In the beginning - traditional hosting

Since uni I have had a wix (i know…) based site which hosted old coursework - and was eventually supposed to host blog content. It was easy to setup and easy to customize main content but rather awkward to blog on, and cost quite a lot for what essentially ammounted to static content - in my use case. I also had a google workspaces mail account - which again was really easy to setup but was overkill for my purposes.

Building it better

Every so often I would have a surge of inspiration to finally get rid of my old website, to use the latest and greatest to build a beautiful static website. I’d then spend a few days writing something in gatsby, nextJs, hell - even pure HTML. Ultimately I find a way to over complicate it - which these libraries lend themselves to- usually in an effort to make future blogging easier (ironically), then either get stuck, worn out, or convinced that X library would make this whole thing way easier. Usually more than one of these. Eventually, my library/framework hopping landed me here - SSG5/SSG6.

SSG6

SSG6 (Static Site Generator 6) is a POSIX compliant shell script written by Roman Zolotarev, which I modified to suit my own needs. The documentation for the original can be found here.

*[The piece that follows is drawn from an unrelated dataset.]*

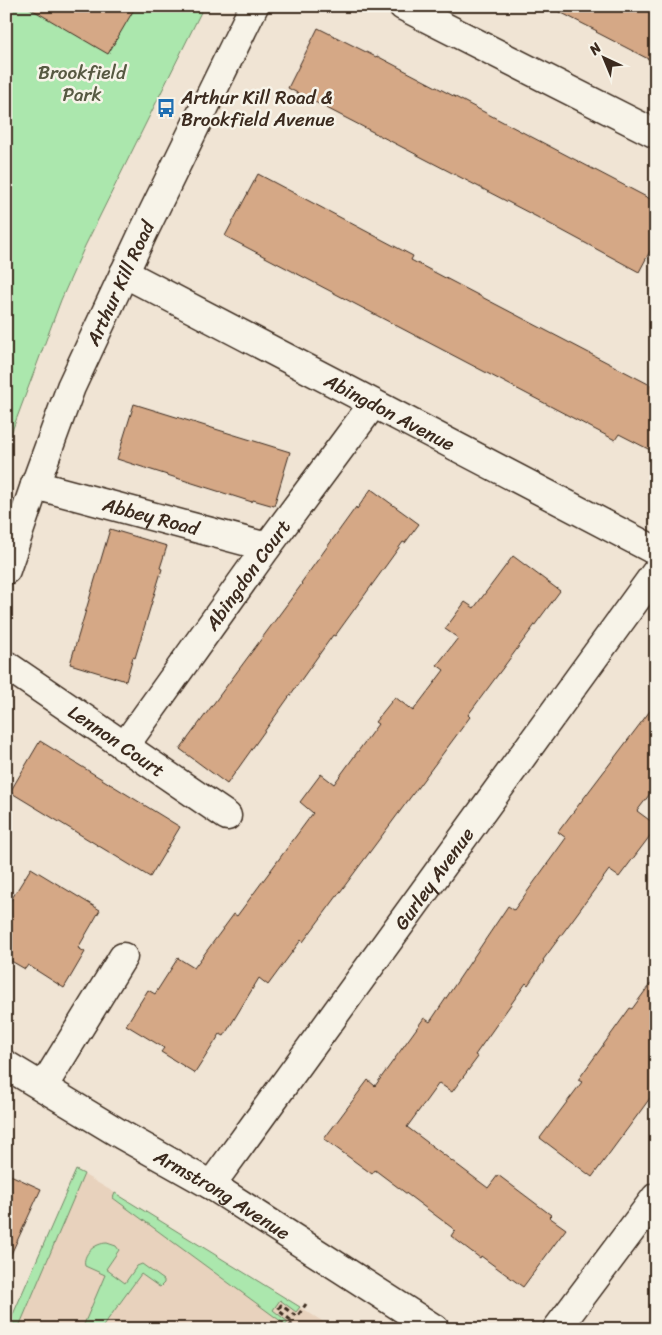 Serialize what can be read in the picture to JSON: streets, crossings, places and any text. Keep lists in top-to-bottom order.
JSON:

On top of the excellent work by Roman, I’ve added:

pandoc support - adding in-document control of title, description, date & tags for each post.
pagination - which is controlled by max_page_posts in the script.
home page generation - to show my most recent posts first
comments - so that if you are unfamiliar with shell, you can still work out wtf is actually going on.
solarized-dark css

In doing so, I’ve broken the posix compatability, however Bash 4 is relatively widely used, and I couldn’t think of another way to achieve what I wanted without adding another app anyways.

Github Pages

There were a number of places I could’ve chosen for hosting but again I wanted something simple, that I couldn’t rabbit-hole myself with. In terms of easy of use, I don’t think anything compares to github pages.

free - the standard .github.io site costs nothing, which is great for prototyping
easy to setup custom domain - once you have your A/AAAA records in place, you only need to click add custom domain, then verify once ready.
free certificate - if you use a custom domain you don’t need to buy a cert seperately, github pages handles it all for you.
prebuilt github actions for deployment - your site will automatically be updated by the pages action which runs whenever you push to .github.io/master.

Zoho mail

Zoho mail makes it incredibly easy to setup custom domains, they have great documentation and frankly great prices. My new mail service costs me £0.80 per month, previously google workspaces cost me £80 per year - or in other words is 88% more expensive!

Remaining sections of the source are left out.